[Records supplied — start]
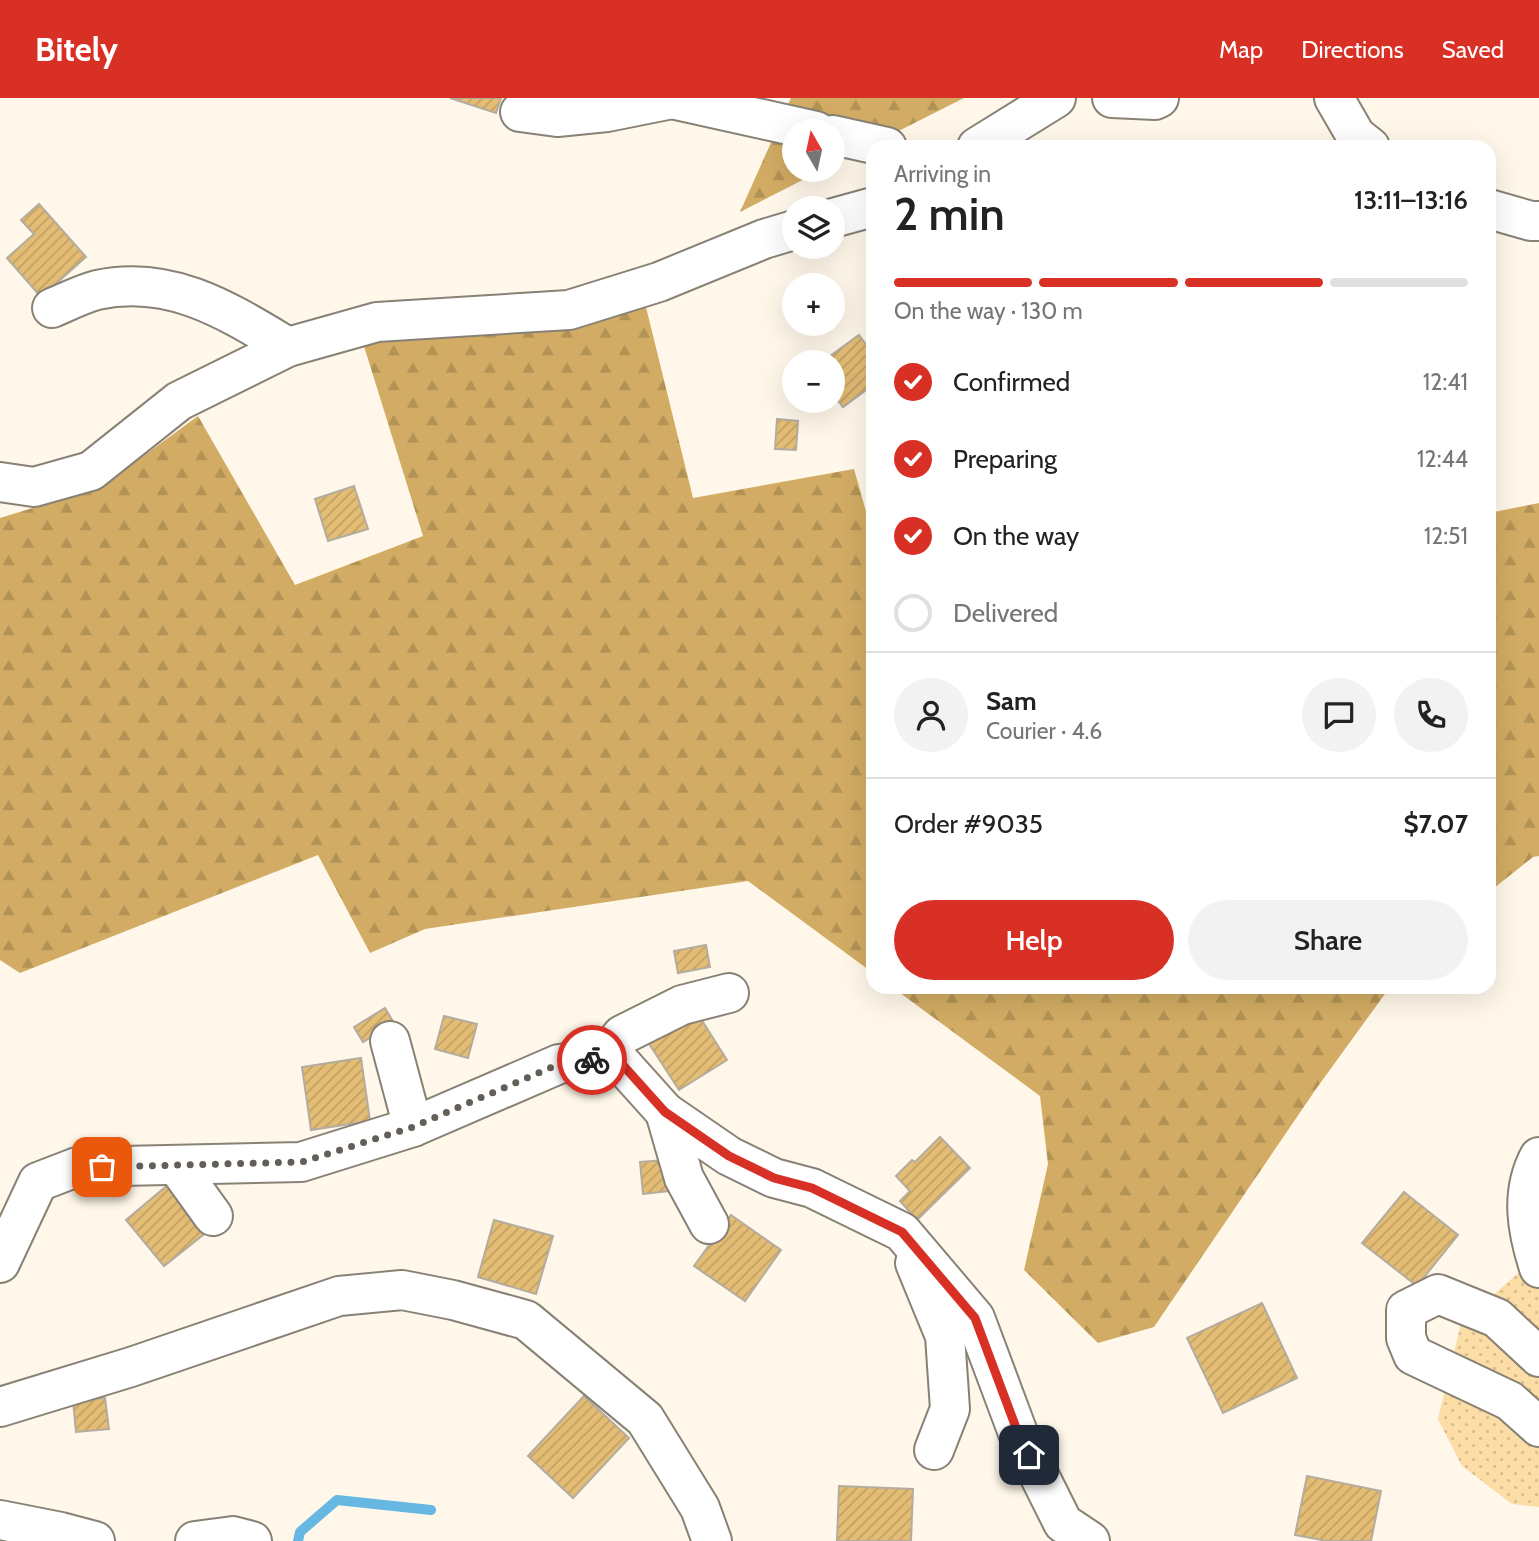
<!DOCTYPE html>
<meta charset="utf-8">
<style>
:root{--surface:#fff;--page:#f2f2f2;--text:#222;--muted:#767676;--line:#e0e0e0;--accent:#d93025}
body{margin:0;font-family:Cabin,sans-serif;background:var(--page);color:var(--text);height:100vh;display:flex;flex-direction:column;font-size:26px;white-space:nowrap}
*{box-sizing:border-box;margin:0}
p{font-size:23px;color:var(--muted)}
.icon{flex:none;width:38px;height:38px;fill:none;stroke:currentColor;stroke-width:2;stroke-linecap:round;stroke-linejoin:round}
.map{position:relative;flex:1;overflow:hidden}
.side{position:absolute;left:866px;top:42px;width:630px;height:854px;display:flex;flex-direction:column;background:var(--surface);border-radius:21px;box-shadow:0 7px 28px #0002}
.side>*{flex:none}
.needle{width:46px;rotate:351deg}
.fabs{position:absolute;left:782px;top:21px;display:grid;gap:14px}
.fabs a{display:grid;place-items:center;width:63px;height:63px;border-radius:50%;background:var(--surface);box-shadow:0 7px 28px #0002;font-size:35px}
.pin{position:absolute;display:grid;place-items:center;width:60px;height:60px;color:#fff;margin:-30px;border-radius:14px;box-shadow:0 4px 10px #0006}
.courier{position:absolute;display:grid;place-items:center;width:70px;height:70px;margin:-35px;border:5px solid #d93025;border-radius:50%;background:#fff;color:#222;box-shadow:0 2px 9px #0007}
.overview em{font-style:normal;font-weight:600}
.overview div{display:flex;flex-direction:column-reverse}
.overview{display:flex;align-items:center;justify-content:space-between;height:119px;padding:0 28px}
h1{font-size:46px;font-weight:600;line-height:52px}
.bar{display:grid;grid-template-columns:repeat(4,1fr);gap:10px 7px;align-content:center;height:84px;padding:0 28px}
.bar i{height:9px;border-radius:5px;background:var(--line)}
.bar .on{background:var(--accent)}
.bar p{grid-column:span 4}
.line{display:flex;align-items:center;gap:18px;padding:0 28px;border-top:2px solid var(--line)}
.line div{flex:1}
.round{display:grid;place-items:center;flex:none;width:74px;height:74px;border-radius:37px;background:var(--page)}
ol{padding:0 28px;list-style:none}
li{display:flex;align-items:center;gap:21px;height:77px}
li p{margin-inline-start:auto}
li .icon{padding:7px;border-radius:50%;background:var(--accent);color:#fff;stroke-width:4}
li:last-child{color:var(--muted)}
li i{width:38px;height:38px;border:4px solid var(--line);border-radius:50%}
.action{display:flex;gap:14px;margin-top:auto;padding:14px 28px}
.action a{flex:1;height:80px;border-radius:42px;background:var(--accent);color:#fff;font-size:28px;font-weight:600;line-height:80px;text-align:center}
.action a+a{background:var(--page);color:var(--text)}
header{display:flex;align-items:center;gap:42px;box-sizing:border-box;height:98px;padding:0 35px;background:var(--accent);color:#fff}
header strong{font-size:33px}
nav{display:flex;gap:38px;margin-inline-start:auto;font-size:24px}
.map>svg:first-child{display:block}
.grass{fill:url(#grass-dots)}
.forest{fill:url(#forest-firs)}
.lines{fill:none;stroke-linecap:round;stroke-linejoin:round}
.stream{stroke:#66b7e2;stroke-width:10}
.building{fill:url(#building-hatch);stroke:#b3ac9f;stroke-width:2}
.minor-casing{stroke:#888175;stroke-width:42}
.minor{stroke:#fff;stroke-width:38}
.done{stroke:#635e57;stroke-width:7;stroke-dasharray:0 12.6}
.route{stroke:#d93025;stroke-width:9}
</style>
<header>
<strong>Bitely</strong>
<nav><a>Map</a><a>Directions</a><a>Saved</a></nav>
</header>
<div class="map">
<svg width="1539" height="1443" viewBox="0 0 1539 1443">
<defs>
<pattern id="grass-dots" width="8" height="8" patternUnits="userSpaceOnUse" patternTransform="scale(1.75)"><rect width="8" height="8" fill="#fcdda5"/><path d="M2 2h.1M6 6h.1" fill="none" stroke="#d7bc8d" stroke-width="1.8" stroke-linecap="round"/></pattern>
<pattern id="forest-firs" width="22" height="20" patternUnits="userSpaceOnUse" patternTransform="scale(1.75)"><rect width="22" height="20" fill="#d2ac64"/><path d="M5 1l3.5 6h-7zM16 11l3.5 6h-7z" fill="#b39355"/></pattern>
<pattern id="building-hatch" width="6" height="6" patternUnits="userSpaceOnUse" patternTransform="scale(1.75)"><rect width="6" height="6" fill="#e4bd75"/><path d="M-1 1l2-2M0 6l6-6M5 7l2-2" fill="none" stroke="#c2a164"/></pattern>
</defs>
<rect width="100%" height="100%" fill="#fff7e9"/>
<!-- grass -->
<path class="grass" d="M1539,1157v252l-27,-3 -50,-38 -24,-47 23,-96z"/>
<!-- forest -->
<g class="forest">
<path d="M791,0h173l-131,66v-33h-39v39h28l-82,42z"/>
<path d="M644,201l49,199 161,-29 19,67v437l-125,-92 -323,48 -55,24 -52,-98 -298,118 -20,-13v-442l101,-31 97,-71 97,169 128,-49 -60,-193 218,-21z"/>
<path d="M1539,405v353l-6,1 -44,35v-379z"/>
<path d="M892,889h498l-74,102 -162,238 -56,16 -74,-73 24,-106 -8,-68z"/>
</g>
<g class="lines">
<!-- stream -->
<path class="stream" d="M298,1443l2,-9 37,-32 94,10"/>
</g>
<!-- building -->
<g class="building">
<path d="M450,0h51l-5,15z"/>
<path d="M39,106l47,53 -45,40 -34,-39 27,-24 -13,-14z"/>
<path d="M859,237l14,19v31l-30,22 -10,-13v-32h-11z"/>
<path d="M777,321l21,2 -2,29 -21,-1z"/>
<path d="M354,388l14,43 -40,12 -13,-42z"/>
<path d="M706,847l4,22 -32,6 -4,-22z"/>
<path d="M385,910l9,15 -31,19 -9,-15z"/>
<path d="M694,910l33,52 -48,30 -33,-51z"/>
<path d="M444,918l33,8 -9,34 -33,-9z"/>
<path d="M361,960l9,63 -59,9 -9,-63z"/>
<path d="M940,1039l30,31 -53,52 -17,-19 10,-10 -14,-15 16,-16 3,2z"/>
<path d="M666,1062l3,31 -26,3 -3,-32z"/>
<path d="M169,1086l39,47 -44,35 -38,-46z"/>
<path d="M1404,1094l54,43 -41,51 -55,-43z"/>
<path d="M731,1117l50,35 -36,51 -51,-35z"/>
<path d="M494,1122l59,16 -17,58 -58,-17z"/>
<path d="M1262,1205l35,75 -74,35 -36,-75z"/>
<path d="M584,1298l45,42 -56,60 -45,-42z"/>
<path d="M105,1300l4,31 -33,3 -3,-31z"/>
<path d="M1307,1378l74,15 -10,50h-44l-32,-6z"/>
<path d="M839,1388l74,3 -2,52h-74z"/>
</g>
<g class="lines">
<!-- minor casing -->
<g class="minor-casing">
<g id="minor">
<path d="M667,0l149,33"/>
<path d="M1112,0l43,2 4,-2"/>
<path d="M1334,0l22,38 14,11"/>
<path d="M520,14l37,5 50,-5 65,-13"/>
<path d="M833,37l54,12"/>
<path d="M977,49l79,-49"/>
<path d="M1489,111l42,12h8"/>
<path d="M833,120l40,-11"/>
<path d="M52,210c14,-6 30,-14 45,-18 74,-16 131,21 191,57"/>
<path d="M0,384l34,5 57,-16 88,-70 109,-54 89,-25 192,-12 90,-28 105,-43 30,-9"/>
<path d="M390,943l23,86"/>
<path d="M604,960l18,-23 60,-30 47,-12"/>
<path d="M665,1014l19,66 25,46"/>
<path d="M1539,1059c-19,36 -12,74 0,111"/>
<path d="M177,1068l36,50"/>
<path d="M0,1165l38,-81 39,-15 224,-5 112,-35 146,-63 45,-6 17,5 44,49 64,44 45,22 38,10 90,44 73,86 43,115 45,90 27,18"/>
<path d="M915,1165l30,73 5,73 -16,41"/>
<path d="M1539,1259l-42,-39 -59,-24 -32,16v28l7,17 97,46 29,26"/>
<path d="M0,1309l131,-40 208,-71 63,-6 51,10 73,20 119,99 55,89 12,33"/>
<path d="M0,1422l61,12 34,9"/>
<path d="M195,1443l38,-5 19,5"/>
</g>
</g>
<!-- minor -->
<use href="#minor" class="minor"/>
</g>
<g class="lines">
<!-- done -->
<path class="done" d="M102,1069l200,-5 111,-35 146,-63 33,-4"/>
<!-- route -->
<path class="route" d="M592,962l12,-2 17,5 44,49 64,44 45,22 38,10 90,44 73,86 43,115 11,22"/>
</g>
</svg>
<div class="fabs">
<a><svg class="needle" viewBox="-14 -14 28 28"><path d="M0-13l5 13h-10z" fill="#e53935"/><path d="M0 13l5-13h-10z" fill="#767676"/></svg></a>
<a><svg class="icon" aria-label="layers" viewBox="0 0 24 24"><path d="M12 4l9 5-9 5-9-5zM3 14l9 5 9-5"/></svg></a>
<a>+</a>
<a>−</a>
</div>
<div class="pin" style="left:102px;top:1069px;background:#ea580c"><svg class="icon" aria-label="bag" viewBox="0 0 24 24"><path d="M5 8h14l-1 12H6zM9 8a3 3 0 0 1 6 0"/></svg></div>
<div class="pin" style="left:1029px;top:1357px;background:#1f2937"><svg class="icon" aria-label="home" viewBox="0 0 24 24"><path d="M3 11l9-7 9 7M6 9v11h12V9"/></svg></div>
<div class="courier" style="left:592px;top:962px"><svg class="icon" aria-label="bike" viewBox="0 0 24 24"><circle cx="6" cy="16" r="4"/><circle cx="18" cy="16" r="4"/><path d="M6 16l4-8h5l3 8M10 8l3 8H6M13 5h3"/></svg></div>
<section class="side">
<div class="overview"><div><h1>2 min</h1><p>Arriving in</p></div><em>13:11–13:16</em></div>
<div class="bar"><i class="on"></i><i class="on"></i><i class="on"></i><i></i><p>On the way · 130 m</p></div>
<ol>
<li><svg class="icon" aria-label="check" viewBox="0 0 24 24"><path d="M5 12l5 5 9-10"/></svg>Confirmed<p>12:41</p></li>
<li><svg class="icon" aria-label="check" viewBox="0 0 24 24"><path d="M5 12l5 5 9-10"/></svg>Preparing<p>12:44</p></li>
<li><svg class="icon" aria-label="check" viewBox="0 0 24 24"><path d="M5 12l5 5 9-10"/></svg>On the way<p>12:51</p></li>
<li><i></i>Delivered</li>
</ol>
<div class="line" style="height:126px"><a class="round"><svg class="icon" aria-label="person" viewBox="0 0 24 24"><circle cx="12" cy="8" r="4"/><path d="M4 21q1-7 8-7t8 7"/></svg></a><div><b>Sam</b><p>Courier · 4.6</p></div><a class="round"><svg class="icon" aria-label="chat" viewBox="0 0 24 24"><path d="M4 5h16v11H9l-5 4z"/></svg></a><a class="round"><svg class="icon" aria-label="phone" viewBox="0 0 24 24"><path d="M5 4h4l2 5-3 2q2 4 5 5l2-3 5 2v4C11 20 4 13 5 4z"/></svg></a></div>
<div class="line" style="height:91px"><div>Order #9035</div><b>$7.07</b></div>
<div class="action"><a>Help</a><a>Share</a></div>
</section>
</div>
[Records supplied — finish]
Your goal: From the records above, pull every line that has the string "strong" and copy it.

Result of this task:
header strong{font-size:33px}
<strong>Bitely</strong>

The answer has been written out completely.